Collect every line below that contains the word "yChannelSelector".

⟨

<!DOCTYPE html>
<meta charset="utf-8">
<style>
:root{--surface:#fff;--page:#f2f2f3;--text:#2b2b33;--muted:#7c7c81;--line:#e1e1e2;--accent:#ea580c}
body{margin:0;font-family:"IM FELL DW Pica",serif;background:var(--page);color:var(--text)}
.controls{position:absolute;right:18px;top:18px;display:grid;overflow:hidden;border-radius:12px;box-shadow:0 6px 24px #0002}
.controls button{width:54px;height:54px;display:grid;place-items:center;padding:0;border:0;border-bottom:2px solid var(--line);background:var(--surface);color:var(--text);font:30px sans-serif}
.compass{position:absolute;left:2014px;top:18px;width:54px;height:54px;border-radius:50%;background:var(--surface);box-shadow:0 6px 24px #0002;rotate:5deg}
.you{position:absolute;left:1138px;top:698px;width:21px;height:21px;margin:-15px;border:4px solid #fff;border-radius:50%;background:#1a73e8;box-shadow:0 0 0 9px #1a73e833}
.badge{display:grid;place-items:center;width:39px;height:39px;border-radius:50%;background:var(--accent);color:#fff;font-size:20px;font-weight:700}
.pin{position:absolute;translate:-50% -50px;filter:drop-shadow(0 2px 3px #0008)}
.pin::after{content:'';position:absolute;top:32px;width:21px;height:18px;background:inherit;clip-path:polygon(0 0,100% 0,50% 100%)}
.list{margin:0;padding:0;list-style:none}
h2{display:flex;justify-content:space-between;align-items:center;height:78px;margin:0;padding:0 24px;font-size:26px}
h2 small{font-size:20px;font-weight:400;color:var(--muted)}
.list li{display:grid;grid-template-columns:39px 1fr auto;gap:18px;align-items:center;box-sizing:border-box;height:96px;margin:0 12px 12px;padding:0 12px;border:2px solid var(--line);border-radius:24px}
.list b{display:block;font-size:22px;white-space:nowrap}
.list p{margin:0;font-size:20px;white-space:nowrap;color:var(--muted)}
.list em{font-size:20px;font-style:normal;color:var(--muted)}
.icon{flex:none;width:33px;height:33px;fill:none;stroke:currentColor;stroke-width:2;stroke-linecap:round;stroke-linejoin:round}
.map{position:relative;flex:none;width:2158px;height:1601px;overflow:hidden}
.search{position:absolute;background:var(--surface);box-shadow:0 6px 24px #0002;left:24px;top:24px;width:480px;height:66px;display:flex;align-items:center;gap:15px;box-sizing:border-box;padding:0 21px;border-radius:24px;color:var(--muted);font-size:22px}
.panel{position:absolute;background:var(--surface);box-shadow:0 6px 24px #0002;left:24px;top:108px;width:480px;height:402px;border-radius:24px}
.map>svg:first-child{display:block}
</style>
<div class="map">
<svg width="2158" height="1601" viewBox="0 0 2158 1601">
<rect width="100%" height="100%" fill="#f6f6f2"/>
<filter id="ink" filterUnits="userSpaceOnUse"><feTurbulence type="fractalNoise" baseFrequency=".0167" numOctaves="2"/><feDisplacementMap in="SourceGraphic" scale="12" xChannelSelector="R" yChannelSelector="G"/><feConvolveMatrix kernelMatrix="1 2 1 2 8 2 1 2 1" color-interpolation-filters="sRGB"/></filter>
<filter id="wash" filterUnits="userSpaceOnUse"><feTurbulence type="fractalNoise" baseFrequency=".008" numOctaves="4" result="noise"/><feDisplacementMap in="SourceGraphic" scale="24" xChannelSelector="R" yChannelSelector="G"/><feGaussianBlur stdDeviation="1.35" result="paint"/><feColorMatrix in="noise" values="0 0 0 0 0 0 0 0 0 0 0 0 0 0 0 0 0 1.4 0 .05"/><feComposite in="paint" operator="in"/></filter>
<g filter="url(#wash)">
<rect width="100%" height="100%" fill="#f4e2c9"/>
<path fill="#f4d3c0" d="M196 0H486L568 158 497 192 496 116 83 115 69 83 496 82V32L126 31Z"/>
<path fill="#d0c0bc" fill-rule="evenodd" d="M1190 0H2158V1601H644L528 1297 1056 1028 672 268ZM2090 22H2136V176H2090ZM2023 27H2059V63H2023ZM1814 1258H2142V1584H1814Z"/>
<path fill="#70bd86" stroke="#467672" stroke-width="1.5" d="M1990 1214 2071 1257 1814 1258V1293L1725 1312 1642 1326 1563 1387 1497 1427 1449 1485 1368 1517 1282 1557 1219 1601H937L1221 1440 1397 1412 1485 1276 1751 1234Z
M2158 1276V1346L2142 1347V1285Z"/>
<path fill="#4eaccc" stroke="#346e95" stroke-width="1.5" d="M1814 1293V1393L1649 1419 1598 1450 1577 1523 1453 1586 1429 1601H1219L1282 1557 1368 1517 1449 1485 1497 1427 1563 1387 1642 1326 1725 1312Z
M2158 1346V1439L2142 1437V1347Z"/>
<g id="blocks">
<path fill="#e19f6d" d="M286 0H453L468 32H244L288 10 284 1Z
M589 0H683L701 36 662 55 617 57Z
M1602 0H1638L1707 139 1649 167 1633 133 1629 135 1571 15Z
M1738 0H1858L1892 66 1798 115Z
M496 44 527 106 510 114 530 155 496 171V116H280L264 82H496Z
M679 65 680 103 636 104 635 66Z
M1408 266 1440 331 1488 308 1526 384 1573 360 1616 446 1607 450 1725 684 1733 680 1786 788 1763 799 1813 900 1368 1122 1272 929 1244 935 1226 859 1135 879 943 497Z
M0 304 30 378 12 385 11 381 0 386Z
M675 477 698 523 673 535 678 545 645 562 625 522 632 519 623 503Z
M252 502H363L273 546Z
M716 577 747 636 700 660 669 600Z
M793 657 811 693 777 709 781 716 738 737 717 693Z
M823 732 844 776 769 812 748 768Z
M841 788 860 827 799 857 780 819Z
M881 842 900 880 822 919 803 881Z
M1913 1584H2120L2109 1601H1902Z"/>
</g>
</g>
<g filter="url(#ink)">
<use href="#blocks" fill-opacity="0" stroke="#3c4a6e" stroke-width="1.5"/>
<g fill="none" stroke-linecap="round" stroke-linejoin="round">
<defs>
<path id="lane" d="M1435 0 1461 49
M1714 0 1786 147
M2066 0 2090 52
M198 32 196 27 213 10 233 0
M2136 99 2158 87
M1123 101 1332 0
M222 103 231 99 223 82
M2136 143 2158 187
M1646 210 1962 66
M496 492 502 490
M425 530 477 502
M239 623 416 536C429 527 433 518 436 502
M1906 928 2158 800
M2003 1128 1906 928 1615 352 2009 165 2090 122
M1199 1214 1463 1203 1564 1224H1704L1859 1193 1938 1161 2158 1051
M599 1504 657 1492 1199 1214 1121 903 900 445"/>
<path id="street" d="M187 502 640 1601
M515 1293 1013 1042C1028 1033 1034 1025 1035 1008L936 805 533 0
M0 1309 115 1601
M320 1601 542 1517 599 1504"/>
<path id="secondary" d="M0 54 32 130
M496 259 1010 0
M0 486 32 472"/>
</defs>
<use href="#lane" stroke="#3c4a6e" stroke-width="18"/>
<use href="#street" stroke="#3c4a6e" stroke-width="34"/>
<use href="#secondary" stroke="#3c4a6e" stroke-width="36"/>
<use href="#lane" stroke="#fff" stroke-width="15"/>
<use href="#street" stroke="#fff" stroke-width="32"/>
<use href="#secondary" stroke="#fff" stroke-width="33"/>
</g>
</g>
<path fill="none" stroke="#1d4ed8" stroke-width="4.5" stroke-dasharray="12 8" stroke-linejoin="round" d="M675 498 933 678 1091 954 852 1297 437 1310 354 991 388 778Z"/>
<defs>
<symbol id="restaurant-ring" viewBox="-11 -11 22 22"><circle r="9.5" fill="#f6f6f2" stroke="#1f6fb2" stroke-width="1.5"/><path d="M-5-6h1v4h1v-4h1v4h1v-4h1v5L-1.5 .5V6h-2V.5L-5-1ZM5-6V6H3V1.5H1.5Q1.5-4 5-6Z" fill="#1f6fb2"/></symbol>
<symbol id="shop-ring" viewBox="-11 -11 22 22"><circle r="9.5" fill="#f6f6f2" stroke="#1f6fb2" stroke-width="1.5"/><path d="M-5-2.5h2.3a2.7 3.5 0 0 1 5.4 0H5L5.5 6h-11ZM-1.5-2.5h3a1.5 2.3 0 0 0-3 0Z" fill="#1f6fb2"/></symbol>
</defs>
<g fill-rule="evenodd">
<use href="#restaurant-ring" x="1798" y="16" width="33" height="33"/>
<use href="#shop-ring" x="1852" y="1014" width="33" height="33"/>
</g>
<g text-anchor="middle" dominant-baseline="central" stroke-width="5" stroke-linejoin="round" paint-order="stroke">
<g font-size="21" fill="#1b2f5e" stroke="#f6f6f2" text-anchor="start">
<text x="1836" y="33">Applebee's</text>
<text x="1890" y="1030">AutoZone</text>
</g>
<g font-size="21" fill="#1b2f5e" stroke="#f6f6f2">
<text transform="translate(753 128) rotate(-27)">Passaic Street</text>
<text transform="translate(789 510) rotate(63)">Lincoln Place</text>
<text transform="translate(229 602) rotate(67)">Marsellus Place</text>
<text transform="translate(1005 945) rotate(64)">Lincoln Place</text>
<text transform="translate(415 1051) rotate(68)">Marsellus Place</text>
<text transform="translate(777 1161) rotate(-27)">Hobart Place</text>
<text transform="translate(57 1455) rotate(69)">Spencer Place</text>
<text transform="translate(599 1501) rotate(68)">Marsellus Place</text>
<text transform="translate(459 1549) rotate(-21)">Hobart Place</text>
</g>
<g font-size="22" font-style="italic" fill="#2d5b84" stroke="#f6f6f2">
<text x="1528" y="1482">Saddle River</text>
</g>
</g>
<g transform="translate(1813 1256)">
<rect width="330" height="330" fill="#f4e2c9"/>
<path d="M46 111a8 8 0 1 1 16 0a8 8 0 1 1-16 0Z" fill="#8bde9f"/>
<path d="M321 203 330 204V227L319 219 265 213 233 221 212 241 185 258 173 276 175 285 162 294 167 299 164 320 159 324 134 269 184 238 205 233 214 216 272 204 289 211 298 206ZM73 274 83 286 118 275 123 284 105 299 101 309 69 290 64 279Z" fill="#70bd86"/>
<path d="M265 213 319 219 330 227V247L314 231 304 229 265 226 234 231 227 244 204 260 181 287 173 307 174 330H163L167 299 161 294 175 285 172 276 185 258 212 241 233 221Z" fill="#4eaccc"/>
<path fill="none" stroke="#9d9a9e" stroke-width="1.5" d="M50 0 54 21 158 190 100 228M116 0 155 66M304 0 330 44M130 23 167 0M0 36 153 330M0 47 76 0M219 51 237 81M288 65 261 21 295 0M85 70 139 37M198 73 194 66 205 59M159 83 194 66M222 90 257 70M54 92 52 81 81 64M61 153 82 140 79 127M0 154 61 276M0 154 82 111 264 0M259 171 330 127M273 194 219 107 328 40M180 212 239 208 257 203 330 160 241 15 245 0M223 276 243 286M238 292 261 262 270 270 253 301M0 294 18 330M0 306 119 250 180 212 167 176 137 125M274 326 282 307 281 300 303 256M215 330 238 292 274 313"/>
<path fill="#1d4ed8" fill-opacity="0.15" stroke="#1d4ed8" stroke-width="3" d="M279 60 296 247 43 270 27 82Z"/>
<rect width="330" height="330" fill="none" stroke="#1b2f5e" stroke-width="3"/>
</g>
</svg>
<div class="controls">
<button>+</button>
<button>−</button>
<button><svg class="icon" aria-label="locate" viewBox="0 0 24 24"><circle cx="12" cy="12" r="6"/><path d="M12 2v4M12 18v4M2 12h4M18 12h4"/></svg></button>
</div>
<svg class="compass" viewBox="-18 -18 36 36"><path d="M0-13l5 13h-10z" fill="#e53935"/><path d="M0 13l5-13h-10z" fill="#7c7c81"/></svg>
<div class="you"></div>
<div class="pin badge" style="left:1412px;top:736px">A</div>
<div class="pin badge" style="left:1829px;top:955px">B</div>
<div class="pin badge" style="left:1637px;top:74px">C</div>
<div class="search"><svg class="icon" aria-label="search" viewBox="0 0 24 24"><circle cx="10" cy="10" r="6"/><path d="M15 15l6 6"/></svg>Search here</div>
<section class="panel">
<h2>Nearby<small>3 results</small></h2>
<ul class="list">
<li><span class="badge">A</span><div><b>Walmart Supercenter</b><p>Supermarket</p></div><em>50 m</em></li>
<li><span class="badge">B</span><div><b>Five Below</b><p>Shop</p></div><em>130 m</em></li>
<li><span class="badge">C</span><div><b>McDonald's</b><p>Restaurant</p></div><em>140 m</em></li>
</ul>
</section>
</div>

⟩

Answer:
<filter id="ink" filterUnits="userSpaceOnUse"><feTurbulence type="fractalNoise" baseFrequency=".0167" numOctaves="2"/><feDisplacementMap in="SourceGraphic" scale="12" xChannelSelector="R" yChannelSelector="G"/><feConvolveMatrix kernelMatrix="1 2 1 2 8 2 1 2 1" color-interpolation-filters="sRGB"/></filter>
<filter id="wash" filterUnits="userSpaceOnUse"><feTurbulence type="fractalNoise" baseFrequency=".008" numOctaves="4" result="noise"/><feDisplacementMap in="SourceGraphic" scale="24" xChannelSelector="R" yChannelSelector="G"/><feGaussianBlur stdDeviation="1.35" result="paint"/><feColorMatrix in="noise" values="0 0 0 0 0 0 0 0 0 0 0 0 0 0 0 0 0 1.4 0 .05"/><feComposite in="paint" operator="in"/></filter>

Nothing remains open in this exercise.